Dass Mirren in The Queen von 2006 (Concorde) von Stephen Frears dann auch Elizabeth II spielt, ist viel mehr als ein Besetzungscoup: Bis in die familiären Konstellationen, bis in die Begründungen der Macht durch eine Liebesbeziehung von Königin und Volk, bis in die Kriegserklärungen wiederholt sich da der Mythos von der Herrscherin als weiblichem Zentrum des Empire in einer Welt der schwachen und korrupten Männer. Zwischen den Elizabeths lieferte Victoria ein anderes Kinobild der starken Frau im Zentrum des Empire. Sie war die große Liebende auf dem Thron, und The Young Victoria von Jean-Marc Vallée konzentriert sich auf die Beziehung zwischen Victoria und Albert, schrammt dabei gelegentlich haarscharf an der Schmonzette vorbei und schafft doch hier und da bizarre Innenansichten der Macht. Das ist so schräg wie die Liste der Produzenten, darunter Martin Scorsese und Sarah Ferguson, Herzogin von York.

Auf die defekten Männer im Genre der Royals-Filme blicken wir dagegen mit einer Mischung aus comic relief und Mitleid. Das ist ein Stoff für Feelgood Movies, wie etwa The King’s Speech von 2010 (Senator), den Tom Hooper mit Colin Firth in der Rolle von König George VI inszenierte, der vor seiner Thronrede sein Stottern überwinden muss.

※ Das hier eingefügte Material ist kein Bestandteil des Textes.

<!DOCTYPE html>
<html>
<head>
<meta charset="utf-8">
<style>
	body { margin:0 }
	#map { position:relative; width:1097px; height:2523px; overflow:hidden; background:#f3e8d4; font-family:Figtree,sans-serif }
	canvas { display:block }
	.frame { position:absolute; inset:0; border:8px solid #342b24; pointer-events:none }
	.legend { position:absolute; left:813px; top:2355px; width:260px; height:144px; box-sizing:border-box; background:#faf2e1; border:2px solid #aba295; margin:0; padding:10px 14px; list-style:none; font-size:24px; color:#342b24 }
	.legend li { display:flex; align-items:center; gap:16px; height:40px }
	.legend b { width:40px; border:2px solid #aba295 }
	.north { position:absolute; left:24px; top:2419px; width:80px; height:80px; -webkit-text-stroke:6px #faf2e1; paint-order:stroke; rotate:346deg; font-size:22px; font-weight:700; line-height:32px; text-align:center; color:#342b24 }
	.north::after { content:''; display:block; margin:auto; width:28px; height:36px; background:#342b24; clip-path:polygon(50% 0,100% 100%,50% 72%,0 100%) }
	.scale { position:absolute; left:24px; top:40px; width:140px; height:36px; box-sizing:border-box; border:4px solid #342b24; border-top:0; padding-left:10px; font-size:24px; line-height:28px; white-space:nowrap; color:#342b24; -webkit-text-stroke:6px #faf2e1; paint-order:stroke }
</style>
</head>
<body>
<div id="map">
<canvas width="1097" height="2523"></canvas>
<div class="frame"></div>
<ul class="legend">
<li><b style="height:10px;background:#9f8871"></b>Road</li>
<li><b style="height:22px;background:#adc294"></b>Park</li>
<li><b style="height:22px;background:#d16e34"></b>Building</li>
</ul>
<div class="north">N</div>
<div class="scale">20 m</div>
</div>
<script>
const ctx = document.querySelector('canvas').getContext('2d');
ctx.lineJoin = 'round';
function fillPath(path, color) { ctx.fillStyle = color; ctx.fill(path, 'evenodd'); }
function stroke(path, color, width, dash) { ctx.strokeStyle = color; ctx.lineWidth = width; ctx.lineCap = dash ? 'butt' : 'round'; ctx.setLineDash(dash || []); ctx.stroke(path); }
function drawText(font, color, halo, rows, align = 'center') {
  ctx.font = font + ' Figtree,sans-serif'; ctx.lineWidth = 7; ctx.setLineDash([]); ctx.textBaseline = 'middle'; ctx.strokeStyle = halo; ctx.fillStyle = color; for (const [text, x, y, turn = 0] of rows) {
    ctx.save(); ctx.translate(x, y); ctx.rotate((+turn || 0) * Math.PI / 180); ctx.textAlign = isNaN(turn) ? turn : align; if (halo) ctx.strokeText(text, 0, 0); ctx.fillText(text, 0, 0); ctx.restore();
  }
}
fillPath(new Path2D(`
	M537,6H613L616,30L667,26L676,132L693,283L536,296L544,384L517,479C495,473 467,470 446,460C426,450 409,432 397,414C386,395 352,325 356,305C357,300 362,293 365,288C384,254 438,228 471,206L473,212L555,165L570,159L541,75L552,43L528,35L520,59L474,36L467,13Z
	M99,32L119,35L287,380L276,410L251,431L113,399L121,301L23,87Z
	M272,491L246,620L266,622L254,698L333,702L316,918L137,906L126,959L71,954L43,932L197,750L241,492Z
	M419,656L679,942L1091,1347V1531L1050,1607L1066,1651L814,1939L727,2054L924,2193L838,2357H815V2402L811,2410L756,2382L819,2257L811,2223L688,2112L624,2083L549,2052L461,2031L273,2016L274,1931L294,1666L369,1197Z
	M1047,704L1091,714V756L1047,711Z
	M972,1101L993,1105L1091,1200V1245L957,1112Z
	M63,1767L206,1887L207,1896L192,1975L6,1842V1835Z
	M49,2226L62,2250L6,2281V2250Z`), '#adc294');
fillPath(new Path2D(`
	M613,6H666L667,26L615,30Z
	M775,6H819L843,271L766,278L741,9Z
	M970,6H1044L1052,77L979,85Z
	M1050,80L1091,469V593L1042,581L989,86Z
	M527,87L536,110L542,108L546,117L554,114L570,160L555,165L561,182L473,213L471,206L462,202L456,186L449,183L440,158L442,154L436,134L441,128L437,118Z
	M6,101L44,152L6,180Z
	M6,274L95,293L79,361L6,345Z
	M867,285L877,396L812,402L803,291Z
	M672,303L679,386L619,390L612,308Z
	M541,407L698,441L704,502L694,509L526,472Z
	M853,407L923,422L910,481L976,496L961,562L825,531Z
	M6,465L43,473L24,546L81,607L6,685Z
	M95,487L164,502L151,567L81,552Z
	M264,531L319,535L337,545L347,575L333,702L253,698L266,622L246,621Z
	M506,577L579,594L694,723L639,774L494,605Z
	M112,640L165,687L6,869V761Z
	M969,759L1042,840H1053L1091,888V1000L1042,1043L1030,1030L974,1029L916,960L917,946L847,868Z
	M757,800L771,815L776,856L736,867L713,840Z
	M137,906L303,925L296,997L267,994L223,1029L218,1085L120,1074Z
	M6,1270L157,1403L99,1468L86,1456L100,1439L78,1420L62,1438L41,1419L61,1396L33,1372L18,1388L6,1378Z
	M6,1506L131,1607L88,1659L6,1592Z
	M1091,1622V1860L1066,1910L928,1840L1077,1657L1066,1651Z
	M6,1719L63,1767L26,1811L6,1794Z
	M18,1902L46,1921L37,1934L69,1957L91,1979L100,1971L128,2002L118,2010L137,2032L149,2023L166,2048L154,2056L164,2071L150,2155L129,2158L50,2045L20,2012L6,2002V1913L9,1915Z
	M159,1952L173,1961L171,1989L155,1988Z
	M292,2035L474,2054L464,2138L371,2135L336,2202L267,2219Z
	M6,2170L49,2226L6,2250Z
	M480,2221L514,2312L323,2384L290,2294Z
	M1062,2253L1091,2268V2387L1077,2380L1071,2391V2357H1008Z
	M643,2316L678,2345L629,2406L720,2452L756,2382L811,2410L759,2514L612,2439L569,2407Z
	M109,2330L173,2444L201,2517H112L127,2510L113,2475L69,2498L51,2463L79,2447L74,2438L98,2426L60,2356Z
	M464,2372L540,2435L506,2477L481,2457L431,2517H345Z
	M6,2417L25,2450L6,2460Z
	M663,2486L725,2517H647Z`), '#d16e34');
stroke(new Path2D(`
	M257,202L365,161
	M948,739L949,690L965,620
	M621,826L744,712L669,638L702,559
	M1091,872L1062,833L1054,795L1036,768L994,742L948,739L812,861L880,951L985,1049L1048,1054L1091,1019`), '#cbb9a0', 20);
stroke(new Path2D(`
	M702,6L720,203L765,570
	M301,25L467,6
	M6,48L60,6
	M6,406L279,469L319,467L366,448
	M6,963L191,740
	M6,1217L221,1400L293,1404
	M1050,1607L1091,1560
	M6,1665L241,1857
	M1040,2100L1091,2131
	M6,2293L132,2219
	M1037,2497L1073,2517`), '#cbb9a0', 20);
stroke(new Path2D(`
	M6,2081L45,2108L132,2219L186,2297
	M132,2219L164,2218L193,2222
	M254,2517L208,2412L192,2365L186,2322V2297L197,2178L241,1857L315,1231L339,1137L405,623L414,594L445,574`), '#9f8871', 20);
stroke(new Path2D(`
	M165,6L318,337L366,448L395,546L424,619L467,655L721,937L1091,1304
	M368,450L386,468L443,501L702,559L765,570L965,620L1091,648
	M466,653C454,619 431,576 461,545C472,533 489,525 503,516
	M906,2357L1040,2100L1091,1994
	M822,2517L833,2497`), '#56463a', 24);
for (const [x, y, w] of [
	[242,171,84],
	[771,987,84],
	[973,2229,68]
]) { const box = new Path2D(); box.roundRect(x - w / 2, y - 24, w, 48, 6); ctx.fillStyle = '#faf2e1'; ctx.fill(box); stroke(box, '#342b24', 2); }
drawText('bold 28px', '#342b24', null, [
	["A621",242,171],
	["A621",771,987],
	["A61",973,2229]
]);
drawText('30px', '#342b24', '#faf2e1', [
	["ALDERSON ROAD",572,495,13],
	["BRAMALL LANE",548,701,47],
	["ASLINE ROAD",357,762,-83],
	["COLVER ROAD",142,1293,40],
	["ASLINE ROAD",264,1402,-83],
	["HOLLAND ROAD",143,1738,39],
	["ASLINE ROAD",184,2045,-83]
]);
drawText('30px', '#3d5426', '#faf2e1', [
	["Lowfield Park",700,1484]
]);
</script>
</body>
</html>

Noch drastischer fällt die Verfilmung des Theaterstücks The Madness of King George 1994 durch Nicholas Hytner (Concorde) aus, der Albtraum eines jeden monarchischen Konstrukts: Der König – es ist George III, dargestellt mit Verve von Nigel Hawthorne – zeigt, nach Jahren stabiler und populärer Herrschaft unübersehbar Symptome von Geisteskrankheit.

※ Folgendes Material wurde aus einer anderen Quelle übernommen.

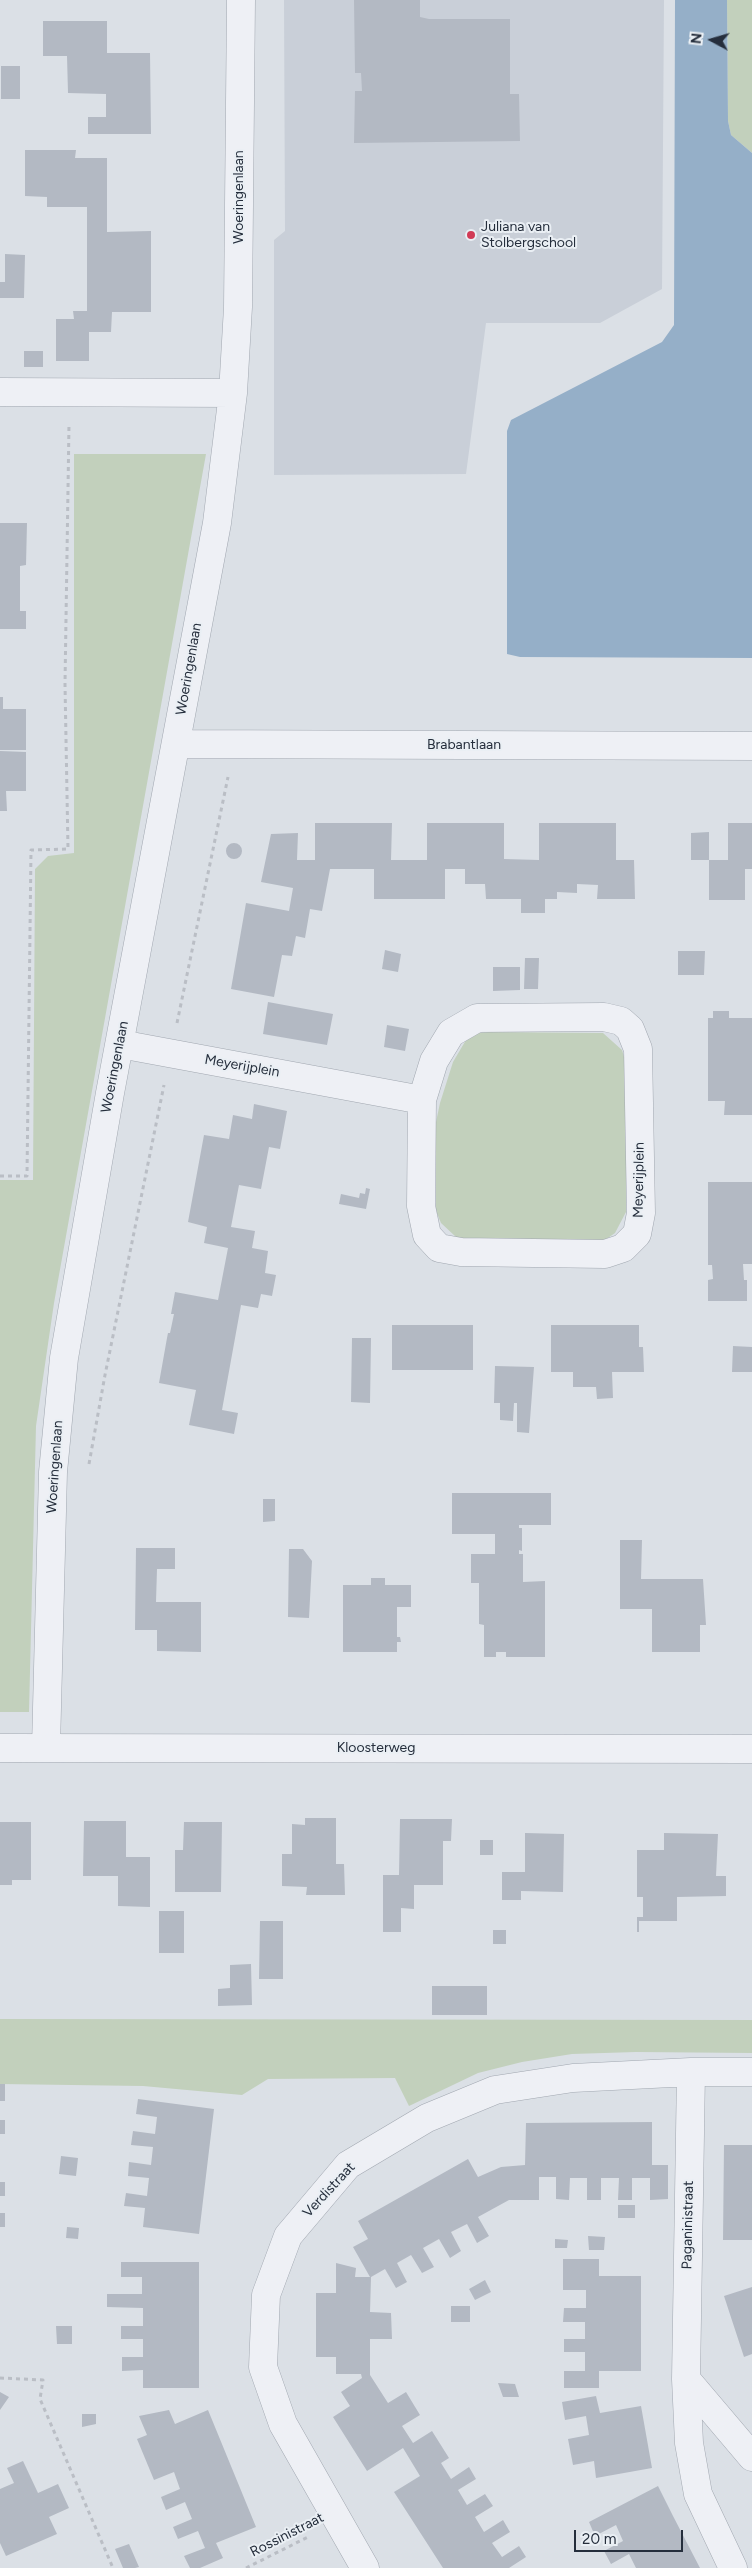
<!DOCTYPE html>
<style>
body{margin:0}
#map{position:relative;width:752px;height:2568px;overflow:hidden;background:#dbe0e6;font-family:Figtree,sans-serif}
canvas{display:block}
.north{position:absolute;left:687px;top:15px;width:50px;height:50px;-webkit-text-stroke:4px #eaeff4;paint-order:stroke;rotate:276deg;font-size:14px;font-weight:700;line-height:20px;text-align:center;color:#252e3c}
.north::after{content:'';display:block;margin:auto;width:18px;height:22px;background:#252e3c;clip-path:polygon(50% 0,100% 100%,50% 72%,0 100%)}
.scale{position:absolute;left:574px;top:2530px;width:109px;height:22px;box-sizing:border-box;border:2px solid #252e3c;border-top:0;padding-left:6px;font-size:15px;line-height:18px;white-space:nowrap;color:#252e3c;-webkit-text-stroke:4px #eaeff4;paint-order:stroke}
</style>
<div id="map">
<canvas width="752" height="2568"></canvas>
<div class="north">N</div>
<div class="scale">20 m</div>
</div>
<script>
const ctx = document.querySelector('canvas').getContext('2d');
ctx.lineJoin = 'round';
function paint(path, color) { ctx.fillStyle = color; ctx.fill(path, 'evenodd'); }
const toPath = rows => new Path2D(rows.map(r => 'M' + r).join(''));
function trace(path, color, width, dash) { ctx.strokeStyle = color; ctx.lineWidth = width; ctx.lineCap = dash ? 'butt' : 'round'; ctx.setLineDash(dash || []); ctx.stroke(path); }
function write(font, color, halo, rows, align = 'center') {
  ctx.font = font + ' Figtree,sans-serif'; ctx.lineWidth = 4; ctx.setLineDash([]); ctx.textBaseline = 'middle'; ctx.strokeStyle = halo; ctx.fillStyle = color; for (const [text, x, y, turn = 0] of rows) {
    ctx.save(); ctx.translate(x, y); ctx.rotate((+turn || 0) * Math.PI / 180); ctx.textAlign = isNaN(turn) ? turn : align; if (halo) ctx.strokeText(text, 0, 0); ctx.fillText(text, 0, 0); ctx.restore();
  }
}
paint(toPath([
 [284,0,664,0,662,289,600,323,486,323,466,474,274,475,274,240,285,231]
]), '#c9cfd8');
paint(toPath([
 [727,0,752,0,752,153,731,135,728,121],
 [74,454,206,454,54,1303,36,1426,29,1712,0,1712,0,1180,33,1180,35,869,48,856,74,853],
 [488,1032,603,1033,622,1050,627,1066,626,1212,615,1233,605,1240,593,1243,470,1242,456,1237,441,1223,436,1211,436,1122,440,1103,453,1062,466,1040,476,1033],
 [0,2019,752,2020,752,2053,636,2052,572,2054,522,2062,478,2073,409,2106,395,2078,268,2079,242,2095,143,2086,0,2084]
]), '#c2d0bc');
paint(toPath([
 [675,0,727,0,728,121,731,135,752,153,752,658,520,657,507,654,507,431,511,420,662,342,674,325]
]), '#95afc8');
paint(toPath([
 [354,0,420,0,420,17,429,19,510,19,510,94,519,94,520,141,354,143,355,91,362,91,361,73,355,73],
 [43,21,107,21,107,53,150,53,151,134,88,134,88,117,106,117,106,94,68,93,67,56,43,56],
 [1,66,20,66,20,99,1,99],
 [25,150,76,150,75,158,107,158,107,232,151,231,151,312,112,312,111,332,89,332,89,361,56,361,56,319,74,319,73,311,87,311,87,207,47,207,47,197,25,196],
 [5,254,25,255,24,298,0,298,0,282,5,282],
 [24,351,43,351,43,367,24,367],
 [0,523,27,523,26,565,20,566,20,611,26,611,26,629,0,629],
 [0,697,3,697,3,709,26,709,26,750,0,750],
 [0,751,26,752,26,791,6,791,7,811,0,811],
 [315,823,392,823,391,860,427,860,427,823,504,823,504,859,539,860,539,823,616,823,616,860,634,860,635,899,597,899,598,885,577,884,577,893,557,892,557,899,545,899,545,913,521,913,521,899,486,899,485,884,465,884,465,869,445,869,445,899,374,899,374,869,330,869,322,911,310,909,305,938,296,936,292,956,282,955,274,997,231,989,246,903,289,911,293,888,261,882,271,834,298,833,297,860,315,860],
 [728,823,752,823,752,869,745,869,745,900,709,900,709,860,728,860],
 [709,832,709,860,691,860,691,833],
 '226 851a8 8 0 1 1 16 0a8 8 0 1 1-16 0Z',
 [385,950,401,954,398,972,382,969],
 [678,951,705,951,704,975,678,975],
 [525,958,539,958,538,989,524,989],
 [493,967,520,967,520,990,493,991],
 [268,1002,333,1014,327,1045,263,1034],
 [713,1011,729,1011,729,1018,752,1018,752,1115,724,1115,725,1101,708,1101,708,1018,713,1018],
 [387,1025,409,1029,405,1051,384,1047],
 [254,1104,287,1111,280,1149,269,1147,261,1189,239,1185,231,1227,255,1231,252,1248,268,1251,265,1273,276,1275,272,1296,261,1294,258,1308,241,1305,222,1410,238,1413,234,1434,189,1425,196,1390,159,1383,167,1338,168,1333,170,1333,174,1314,171,1314,175,1292,218,1300,228,1248,204,1243,207,1227,188,1222,204,1135,229,1139,233,1115,252,1119],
 [708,1182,752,1182,752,1264,743,1264,744,1280,747,1280,747,1301,708,1301,708,1280,713,1279,712,1265,708,1265],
 [366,1188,370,1189,366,1209,339,1204,341,1194,359,1198,360,1193,365,1194],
 [392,1325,473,1325,473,1370,392,1370],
 [551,1325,639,1325,639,1347,643,1347,644,1372,612,1372,613,1398,597,1399,596,1387,573,1387,573,1372,551,1372],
 [352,1338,371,1338,370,1403,351,1402],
 [733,1346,752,1347,752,1372,732,1372],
 [495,1366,534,1367,529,1433,517,1432,517,1403,514,1403,513,1421,500,1420,500,1403,494,1403],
 [452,1493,551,1493,551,1525,519,1525,519,1528,522,1528,522,1551,519,1550,519,1554,523,1554,523,1582,545,1581,545,1657,506,1657,506,1652,496,1652,496,1657,484,1657,484,1625,479,1624,479,1583,471,1583,471,1554,495,1554,495,1534,452,1534],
 [263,1499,275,1499,275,1521,263,1522],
 [620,1540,642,1540,641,1579,703,1579,706,1625,700,1625,700,1652,652,1652,652,1609,620,1609],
 [136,1548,175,1548,175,1569,157,1569,156,1602,201,1602,201,1652,157,1651,157,1630,135,1630],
 [289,1549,303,1549,312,1561,309,1618,288,1617],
 [371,1578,385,1578,385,1585,411,1585,411,1607,397,1607,397,1637,400,1637,401,1642,397,1642,397,1652,343,1652,343,1585,371,1585],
 [305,1818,336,1818,336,1864,344,1864,345,1895,306,1895,307,1887,282,1886,282,1854,292,1854,292,1824,305,1825],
 [400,1819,452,1819,451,1841,443,1841,443,1885,414,1885,414,1909,401,1908,401,1932,383,1932,383,1875,399,1875],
 [84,1821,126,1821,126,1857,150,1857,150,1907,118,1906,118,1876,83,1876],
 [0,1822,31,1822,31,1880,12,1880,12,1885,0,1885],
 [184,1822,222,1822,221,1892,175,1892,175,1850,183,1850],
 [525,1833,564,1834,563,1892,521,1891,521,1900,502,1900,502,1872,525,1872],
 [664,1833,718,1834,716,1876,726,1876,726,1896,677,1897,677,1921,639,1921,639,1932,637,1932,637,1917,643,1917,643,1897,637,1897,637,1850,664,1850],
 [480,1840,493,1840,493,1855,480,1855],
 [159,1911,184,1911,184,1953,159,1953],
 [260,1921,283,1921,283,1979,259,1979],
 [493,1930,506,1930,506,1944,493,1944],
 [251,1964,252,2005,218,2006,218,1989,230,1988,230,1965],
 [432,1986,487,1986,487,2015,432,2015],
 [0,2084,5,2084,5,2101,0,2101],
 [138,2099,214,2109,199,2234,143,2227,145,2208,124,2206,126,2193,147,2196,149,2178,128,2176,129,2162,151,2165,153,2147,131,2145,133,2131,155,2134,157,2117,136,2114],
 [0,2120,5,2120,5,2134,0,2134],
 [652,2122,652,2165,668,2165,668,2199,650,2200,650,2178,632,2178,632,2200,618,2200,619,2178,601,2178,601,2200,587,2200,587,2178,570,2178,569,2200,556,2199,556,2177,539,2177,539,2200,509,2200,478,2217,489,2236,477,2243,467,2224,451,2232,461,2251,450,2258,439,2239,423,2248,434,2267,422,2273,411,2255,397,2263,407,2282,396,2288,385,2269,371,2277,370,2312,391,2313,392,2339,370,2339,370,2375,388,2403,406,2392,420,2415,402,2426,413,2443,432,2431,449,2458,441,2463,451,2479,469,2467,476,2479,458,2490,467,2505,485,2494,493,2506,475,2517,484,2532,503,2520,510,2532,492,2543,502,2557,519,2546,526,2557,509,2568,443,2568,394,2492,420,2476,403,2448,367,2471,333,2417,350,2406,341,2392,362,2378,361,2374,336,2374,336,2357,316,2357,316,2293,336,2293,336,2263,356,2268,355,2277,370,2277,353,2247,368,2239,358,2221,468,2159,478,2177,501,2167,525,2165,526,2123],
 [724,2145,752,2145,752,2240,723,2240],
 [61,2156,78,2158,76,2176,59,2174],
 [0,2182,5,2182,5,2196,0,2196],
 [618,2205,635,2205,635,2218,618,2218],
 [0,2213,5,2213,5,2227,0,2227],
 [67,2227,79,2228,78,2239,66,2238],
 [588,2236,605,2237,604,2250,589,2250],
 [555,2239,568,2240,567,2248,555,2248],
 [563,2259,599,2259,599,2276,641,2276,641,2371,599,2371,599,2388,564,2388,564,2371,585,2371,585,2352,564,2352,564,2339,585,2339,585,2322,563,2322,564,2308,586,2308,586,2290,563,2290],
 [121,2262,199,2262,199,2388,143,2388,143,2370,122,2371,122,2357,143,2357,143,2339,121,2339,121,2326,143,2326,143,2308,107,2307,107,2294,142,2294,142,2277,121,2277],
 [485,2280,491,2292,475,2300,469,2289],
 [752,2287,752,2354,744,2357,724,2296],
 [451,2306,470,2306,470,2322,451,2322],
 [56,2326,72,2326,72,2344,57,2344],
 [498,2383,515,2384,519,2397,503,2397],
 [0,2392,9,2397,0,2410],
 [596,2396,600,2413,641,2406,652,2468,596,2478,594,2461,573,2465,568,2439,589,2435,586,2416,565,2420,562,2402],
 [169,2410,175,2424,208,2410,256,2527,216,2543,223,2558,200,2568,190,2568,184,2556,205,2548,198,2531,178,2539,173,2527,192,2519,185,2502,166,2510,161,2497,180,2489,174,2472,154,2480,137,2439,147,2435,139,2416],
 [82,2414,96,2414,96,2424,82,2427],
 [23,2461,38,2493,58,2484,69,2508,49,2517,57,2534,6,2556,0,2543,0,2489,14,2483,7,2468],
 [658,2486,673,2516,700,2568,636,2568,629,2554,611,2564,604,2551,623,2541,616,2525,595,2536,589,2522],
 [129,2544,139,2567,135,2568,123,2568,115,2549]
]), '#b3b9c3');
const minor = toPath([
 [0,392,233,393],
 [176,744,752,746],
 [120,1044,422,1100,421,1206,427,1235,439,1248,461,1252,605,1254,623,1248,637,1234,641,1213,638,1049,630,1029,621,1021,604,1017,477,1018,451,1033,434,1061,422,1100],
 [46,1747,53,1472,64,1358,110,1093,217,523,233,393,238,307,241,0],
 [0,1748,752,1749],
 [691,2072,686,2379,752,2457],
 [686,2379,689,2443,698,2494,733,2568],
 [365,2568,283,2424,263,2367,266,2295,288,2236,348,2165,427,2118,495,2090,573,2078,691,2072,752,2072]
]);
trace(minor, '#a1a7b0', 29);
trace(toPath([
 [177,1023,228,777],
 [0,1176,27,1176,31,850,68,849,65,684,69,424],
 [89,1464,105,1375,164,1085],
 [0,2378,43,2380,40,2399,113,2568],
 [246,2568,310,2536]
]), '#babec5', 3, [4, 4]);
trace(minor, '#eef0f5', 28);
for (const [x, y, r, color] of [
 [471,235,5,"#d13b56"]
]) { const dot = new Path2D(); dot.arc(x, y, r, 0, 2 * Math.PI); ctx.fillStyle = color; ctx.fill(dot); trace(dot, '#eaeff4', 2); }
write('14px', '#252e3c', '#eaeff4', [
 ["Woeringenlaan",239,197,-90],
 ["Woeringenlaan",189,669,-80],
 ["Brabantlaan",464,745],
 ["Meyerijplein",242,1066,10],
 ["Woeringenlaan",115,1067,-79],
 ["Meyerijplein",639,1180,-89],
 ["Woeringenlaan",55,1467,-86],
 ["Kloosterweg",376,1748],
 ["Verdistraat",329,2190,-47],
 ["Paganinistraat",688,2225,-89],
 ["Rossinistraat",287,2535,-27]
]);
write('14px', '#252e3c', '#eaeff4', [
 ["Juliana van",481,227],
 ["Stolbergschool",481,243]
], 'left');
</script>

Was macht die Royals-Filme so ergiebig jenseits der üblichen Prunk- und Soap-Opera-Elemente? Zum einen geht es um großartige, verquere Charaktere; ein Royals-Film ist stets ein Schauspielerfilm. Zum anderen ist es die Deutlichkeit, mit der bei den Royals durch Maske und Rolle der Mensch schimmert, was womöglich damit zu tun hat, dass die zwischen den Royals und den Briten sich über die Jahrhunderte ziehende Hassliebesgeschichte immer auch in der Sprache verhandelt wird, in der Sprache Shakespeares und der des Marktplatzes. Ein guter Royals-Film ist einer, der den Blick der universalen Neugier auf die Geschehnisse im Palast auf sonderbare Abwege führt. In einem schlechten Royals-Film – die gibt es auch zuhauf – sieht es dort genau so aus, wie wir uns das immer schon vorgestellt haben.